Hace unos cuantos años cuando tuve la oportunidad de visitar centros de Fe y Alegría en Guatemala, en una cartelera vi un mensaje que decía:”Es viernes, pensemos qué hemos enseñado esta semana y qué hemos aprendido”. Me gustó: Cuando se educa, hay que enseñar y aprender, eso es lo que impulsa la innovación, impide la repetición de errores, entre otros beneficios. En Fe y Alegría, en estos 69 años de historia, hemos enseñado y hemos aprendido mucho.
Corría la década de los 50, Venezuela estaba en plena dictadura de Pérez Jiménez, y el padre José María Vélaz, jesuita, recorría los barrios pobres de Caracas, con alumnos de la recién nacida para entonces Universidad Católica Andrés Bello. El padre y sus alumnos conversaban con los habitantes del hoy llamado 23 de enero. Y unos les dijeron: “Padre, aquí tenemos muchos problemas, pero lo que más nos preocupa es que no hay escuela para nuestros hijos”, y Vélaz, que creía firmemente en la importancia de la educación para, decidió que hay que crear una en esa barriada. No tenía ni un centavo, ni local, solo sus sueños, su capacidad emprendedora y su personalidad que animaba a otros. Esa primera escuela nació gracias a ese espíritu atrevido de José Mary, y a la generosidad del pueblo venezolano, representada en aquél momento en los alumnos de la UCAB y en Patricia y Abraham Reyes, vecinos del barrio, que llevaban años construyendo su casita y le cedieron la planta baja al padre Vélaz para su escuela. De eso hace ya 69 años.

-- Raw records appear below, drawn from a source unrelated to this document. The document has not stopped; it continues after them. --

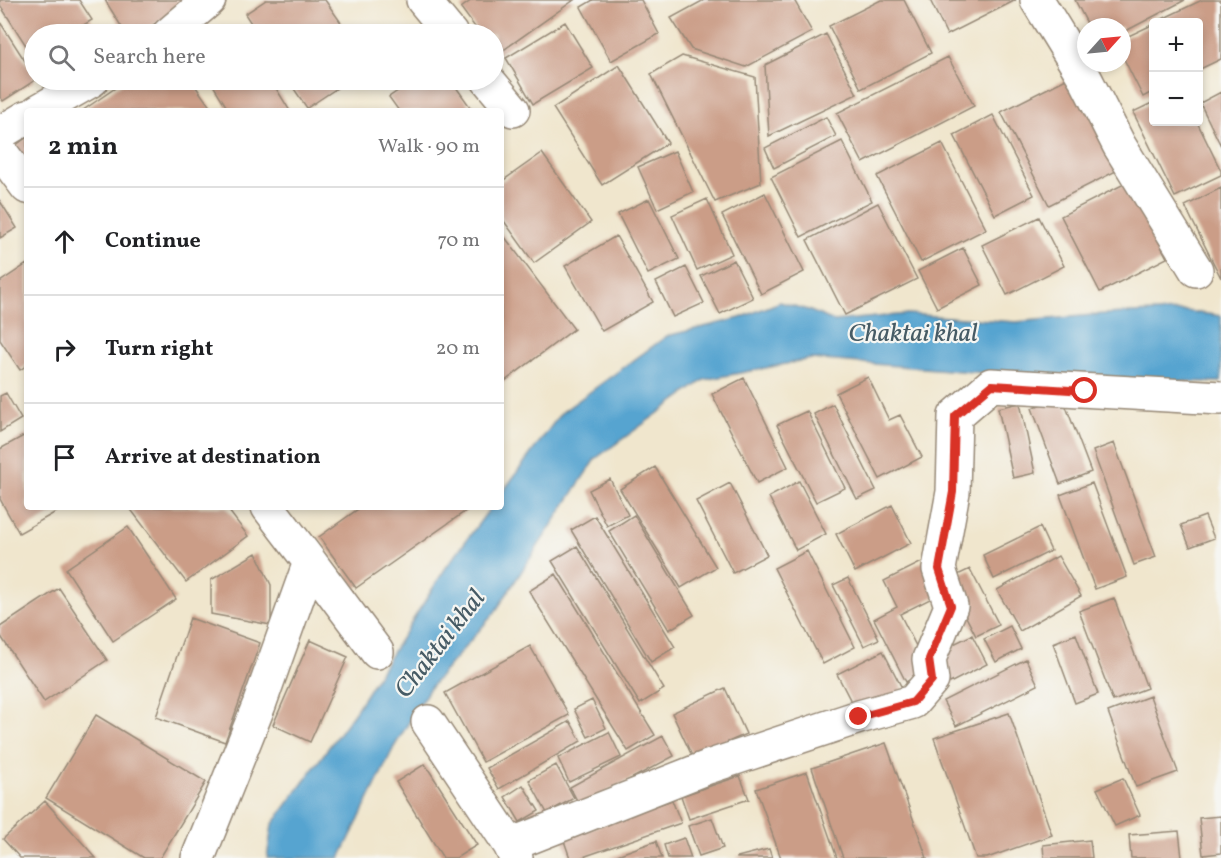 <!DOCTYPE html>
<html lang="en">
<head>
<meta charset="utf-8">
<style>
	body { margin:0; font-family:Vollkorn,serif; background:#f6f6f6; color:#202124 }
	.controls { position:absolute; right:18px; top:18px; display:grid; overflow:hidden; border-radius:6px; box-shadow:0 3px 9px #0003 }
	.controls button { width:54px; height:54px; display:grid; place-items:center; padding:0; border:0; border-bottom:2px solid #e0e0e0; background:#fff; color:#202124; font:30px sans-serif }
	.compass { position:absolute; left:1077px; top:18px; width:54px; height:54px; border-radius:50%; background:#fff; box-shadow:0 3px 9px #0003; rotate:63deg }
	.stop { position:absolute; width:18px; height:18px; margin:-14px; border:4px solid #d93025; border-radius:50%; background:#fff }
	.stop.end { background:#d93025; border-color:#fff; box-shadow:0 2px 6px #0008 }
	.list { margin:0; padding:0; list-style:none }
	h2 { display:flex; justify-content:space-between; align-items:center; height:78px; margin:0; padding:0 24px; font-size:26px }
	h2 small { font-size:20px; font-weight:400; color:#757577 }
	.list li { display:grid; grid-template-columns:39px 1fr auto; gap:18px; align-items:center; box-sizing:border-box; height:108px; padding:0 24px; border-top:2px solid #e0e0e0 }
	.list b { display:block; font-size:22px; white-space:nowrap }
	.list em { font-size:20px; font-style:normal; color:#757577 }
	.icon { flex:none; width:33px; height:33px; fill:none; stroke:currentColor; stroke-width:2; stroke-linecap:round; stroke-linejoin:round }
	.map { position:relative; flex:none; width:1221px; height:858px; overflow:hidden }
	.search { position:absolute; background:#fff; box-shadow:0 3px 9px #0003; left:24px; top:24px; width:480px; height:66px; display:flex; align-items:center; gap:15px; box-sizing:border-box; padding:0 21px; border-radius:33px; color:#757577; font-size:22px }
	.panel { position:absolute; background:#fff; box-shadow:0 3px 9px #0003; left:24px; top:108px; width:480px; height:402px; border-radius:6px }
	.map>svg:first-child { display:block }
	.water { fill:#57a4d0; stroke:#496777; stroke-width:1.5 }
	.building { fill:#cb9d87 }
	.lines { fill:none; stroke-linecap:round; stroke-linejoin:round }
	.minor-casing { stroke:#968876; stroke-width:36 }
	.minor { stroke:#fff; stroke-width:33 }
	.route { stroke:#d93025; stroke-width:8 }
	.labels { text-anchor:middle; stroke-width:4.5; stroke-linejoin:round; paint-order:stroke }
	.water-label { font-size:26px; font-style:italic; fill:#465b65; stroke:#f6f6f2 }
</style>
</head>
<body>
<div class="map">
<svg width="1221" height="858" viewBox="0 0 1221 858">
	<rect width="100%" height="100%" fill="#f6f6f2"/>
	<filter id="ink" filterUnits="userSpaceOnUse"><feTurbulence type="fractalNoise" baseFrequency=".0167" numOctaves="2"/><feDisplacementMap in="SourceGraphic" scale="12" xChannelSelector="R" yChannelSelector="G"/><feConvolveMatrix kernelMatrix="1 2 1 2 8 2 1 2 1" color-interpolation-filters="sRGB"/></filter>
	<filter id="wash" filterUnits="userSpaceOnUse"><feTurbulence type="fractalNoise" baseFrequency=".008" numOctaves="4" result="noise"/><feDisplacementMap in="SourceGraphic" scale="24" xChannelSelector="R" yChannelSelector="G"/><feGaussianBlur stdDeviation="1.35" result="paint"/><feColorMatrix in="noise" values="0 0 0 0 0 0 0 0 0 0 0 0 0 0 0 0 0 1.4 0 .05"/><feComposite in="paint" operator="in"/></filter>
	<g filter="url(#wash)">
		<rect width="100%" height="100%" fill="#f0e6cd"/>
		<path class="water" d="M780,302L808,310L834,321L908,314L1016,322L1104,314L1186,311L1221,316V382L1073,380L811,359L704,380L595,459L495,612L429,689L394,747L340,858H267L272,825L356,710L445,569L491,507H501V494L561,413L667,336L740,318Z"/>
		<g id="blocks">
			<path class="building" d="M0,0H79L92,20L69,34H34V58L0,5Z
				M105,0H195L138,34H126Z
				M266,0H325L349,34H258L245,14Z
				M472,0H574L495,56L494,34H480L461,8Z
				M593,0H641L659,34L611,61L581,7Z
				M704,0H794L812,32L746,67L691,49L671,18Z
				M881,0H904L931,53L861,89L829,26Z
				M930,0H1016L947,35Z
				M1075,0H1185L1122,33V27H1089Z
				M1202,0H1221V59L1198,70V22H1156Z
				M0,22L34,75V81L3,101L0,97Z
				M565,22L593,68L533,104L506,58Z
				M1154,24V91L1143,97L1122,55V39Z
				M826,34L857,94L769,136L765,65Z
				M682,56L755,77L761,183L715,202L651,74Z
				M948,57L974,106L863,163L837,113Z
				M619,65L668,143L602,185L553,108Z
				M1074,75L1122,168L1049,205L1001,112Z
				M127,80H191L213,111H82Z
				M210,80H271L290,111H229Z
				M288,80H349L307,108Z
				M414,80H451L473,111H399L389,97Z
				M1221,92V146L1200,103Z
				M1154,102V122H1197L1221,171V175L1175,197L1133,112Z
				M993,115L1034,195L995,215L954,135Z
				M826,117L836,136L774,168L765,148Z
				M27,137V162L15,146Z
				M842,141L872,201L801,237L771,177Z
				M942,143L986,229L921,262L877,176Z
				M675,151L693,192L657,209L638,167Z
				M542,153L591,222L534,263L501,217V182Z
				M1128,182L1167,258L1100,292L1061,216Z
				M1221,188V278L1185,206Z
				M765,193L804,272L761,294L722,215Z
				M649,199L679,259L648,274L618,214Z
				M707,199L732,254L697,270L672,215Z
				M0,201L17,228L0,238Z
				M878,203L917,279L845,315L807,240Z
				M1039,217L1064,266L1007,295L982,245Z
				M501,232L574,329L501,384Z
				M616,236L653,302L602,331L565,266Z
				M963,248L982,285L937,308L918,271Z
				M734,260L753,298L720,314L701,276Z
				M27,264V365L20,370L0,340V282Z
				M686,267L704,303L673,317L656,282Z
				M868,377L889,420L900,415L922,457L880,479L836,393Z
				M744,378L788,467L757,483L712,394Z
				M6,393L21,419L0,432V396Z
				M1062,396L1091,472L1060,484L1032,408Z
				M1020,403L1035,473L1013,478L998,408Z
				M833,404L876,490L857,499L814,414Z
				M807,411L845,488L816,502L777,425Z
				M27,434V507H65L19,533L0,499V449Z
				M1114,443L1156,557L1134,565L1093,451Z
				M655,467L716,567L681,588L620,489Z
				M610,479L628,515L607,526L589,490Z
				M799,481L826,534L796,550L769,497Z
				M730,483L767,555L733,573L696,501Z
				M1092,483L1127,577L1095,589L1060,495Z
				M892,505L911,543L855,572L836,534Z
				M129,507H226L248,536L186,582Z
				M361,507H465L467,510L356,588L319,537Z
				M634,515L694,615L669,630L609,531Z
				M595,516L675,647L651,662L571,530Z
				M1205,516L1214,538L1190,547L1181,525Z
				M128,527L176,599L113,641L66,569Z
				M1040,527L1051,551L994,579L983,555Z
				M577,546L664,689L640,704L552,561Z
				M807,551L855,647L823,664L774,568Z
				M256,553L271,585V625L211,614V580Z
				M1058,556L1081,596L1020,631L997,590Z
				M926,560L942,593L900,614L928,670L906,682L874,619L897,607L884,581Z
				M970,569L999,625L976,636L947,580Z
				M556,574L655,735L628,751L529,591Z
				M848,578L879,639L864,646L833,585Z
				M59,588L107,660L44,702L0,635V627Z
				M1114,598L1147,688L1113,701L1079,611Z
				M190,618L260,643L225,742L156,717Z
				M1010,626L1021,649L996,662L984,639Z
				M1076,634L1098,694L1075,703L1053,643Z
				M972,635L987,664L950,683L935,653Z
				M310,640L348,657L310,742L273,725Z
				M530,646L569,715L483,762L445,693Z
				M883,651L904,692L858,715L837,674Z
				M1026,659L1038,685L956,726L943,701Z
				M725,688L746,734L693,758L672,713Z
				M1150,696L1178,772L1136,787L1108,712Z
				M592,700L606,728L588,737L574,709Z
				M1009,713L1052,835L987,858H976L934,738Z
				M96,715L206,782L160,858H144L46,798Z
				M570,721L581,741L499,789L487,768Z
				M609,732L621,757L569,782L558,758Z
				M663,736L674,756L580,806L570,787Z
				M886,743L927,858H843L812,768Z
				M425,764L477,845L456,858H443L396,782Z
				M556,765L574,798L547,813L529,780Z
				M807,772L837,858H781L756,789Z
				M740,776L749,799L689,819L681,796Z
				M1123,778L1140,815L1115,826L1097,789Z
				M523,785L539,811L520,822L505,797Z
				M672,800L681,823L580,858H570L563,838Z
				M45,801L96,858H20L3,839Z
				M1221,816V853L1203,855L1199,818Z
				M712,818L723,848L699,856L688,826Z
				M1179,831L1182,858H1131L1129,835Z
				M684,838L691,858H668L664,845Z
				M1090,840L1092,858H1044L1043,845Z
				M656,841L662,858H609Z
				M769,849L772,858H737V857Z"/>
		</g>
	</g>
	<g filter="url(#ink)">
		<use href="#blocks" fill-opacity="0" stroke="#968876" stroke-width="1.5"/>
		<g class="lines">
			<defs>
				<path id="minor" d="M423,0L451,34
					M1037,0L1086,80L1119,145L1196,270
					M169,34L209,0
					M488,80L513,110
					M38,111L92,80
					M0,133L27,117
					M0,151L27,187
					M310,562L377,652
					M428,722L510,845L516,858
					M510,845L708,767L859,717L913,702L932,680L929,659L951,606L939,569L953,492L955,416L991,385L1221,398
					M198,858L259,705L310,562L268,507"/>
			</defs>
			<use href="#minor" class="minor-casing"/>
			<use href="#minor" class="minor"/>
		</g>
	</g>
	<g class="lines" filter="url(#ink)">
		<path class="route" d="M859,717L913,702L932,680L929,659L951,606L939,569L953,492L955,416L992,385L1085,391"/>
	</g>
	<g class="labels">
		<g class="water-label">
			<text x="913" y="341">Chaktai khal</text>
			<text transform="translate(439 643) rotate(-52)" y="9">Chaktai khal</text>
		</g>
	</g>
</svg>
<div class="controls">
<button>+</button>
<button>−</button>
</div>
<svg class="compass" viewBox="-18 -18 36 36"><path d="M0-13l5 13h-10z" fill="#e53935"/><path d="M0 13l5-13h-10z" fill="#757577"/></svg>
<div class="stop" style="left:1085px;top:391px"></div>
<div class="stop end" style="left:859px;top:717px"></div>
<div class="search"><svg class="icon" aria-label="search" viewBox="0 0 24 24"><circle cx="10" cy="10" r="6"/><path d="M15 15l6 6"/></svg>Search here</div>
<section class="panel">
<h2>2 min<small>Walk · 90 m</small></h2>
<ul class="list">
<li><svg class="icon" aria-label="ahead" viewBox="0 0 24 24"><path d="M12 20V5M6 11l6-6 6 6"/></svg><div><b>Continue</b></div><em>70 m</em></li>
<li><svg class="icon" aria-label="right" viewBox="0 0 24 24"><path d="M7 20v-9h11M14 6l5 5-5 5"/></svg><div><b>Turn right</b></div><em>20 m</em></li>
<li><svg class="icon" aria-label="arrive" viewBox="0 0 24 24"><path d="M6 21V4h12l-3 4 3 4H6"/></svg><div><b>Arrive at destination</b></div></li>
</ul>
</section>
</div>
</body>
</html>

Fe y Alegría se define como un Movimiento de educación integral y de promoción social, ha enseñado siguiendo las intuiciones del fundador: hay que formar la cabeza, el corazón y las manos, esto es, lo cognitivo, enseñar a pensar, capacidad para aprender, el corazón, o sea los valores, no solo los cristianos sino también los ciudadanos, y las manos, o sea, educación para el trabajo, aprender a hacer. Esa integralidad la hemos mantenido. Hemos enseñado desde nuestra fe cristiana, pero sin excluir a los que profesan otra religión. Hemos enseñado con alegría, ánimo, creatividad. Nuestro nombre no es un simple logo, es parte de nuestra identidad. Igualmente, la inclusión, ese corazón con dos niños y una niña tomados de la mano, habla de esa inclusión justa y necesaria.
Niños, adolescentes y adultos, todos necesitan educación. Ya lo de atender adultos lo había pensado el fundador, y por es, además del programa escuela, con 178 centros en Venezuela, después surgieron las emisoras educativas para dar clases por radio a adultos que no supieran leer y escribir o para que hicieran su primaria o terminaran su bachillerato. Ese fue el segundo programa. Hoy se llama Educomunicación.
Defender el derecho a la educación ha sido otra constante, pues para eso nacimos: para dar educación a los que no tenían, a los pobres. Todos nuestros centros están en zonas populares, fronterizas, indígenas. #Donde no llega el asfalto ahí llega Fe y Alegría”, fue un lema de las primeras décadas.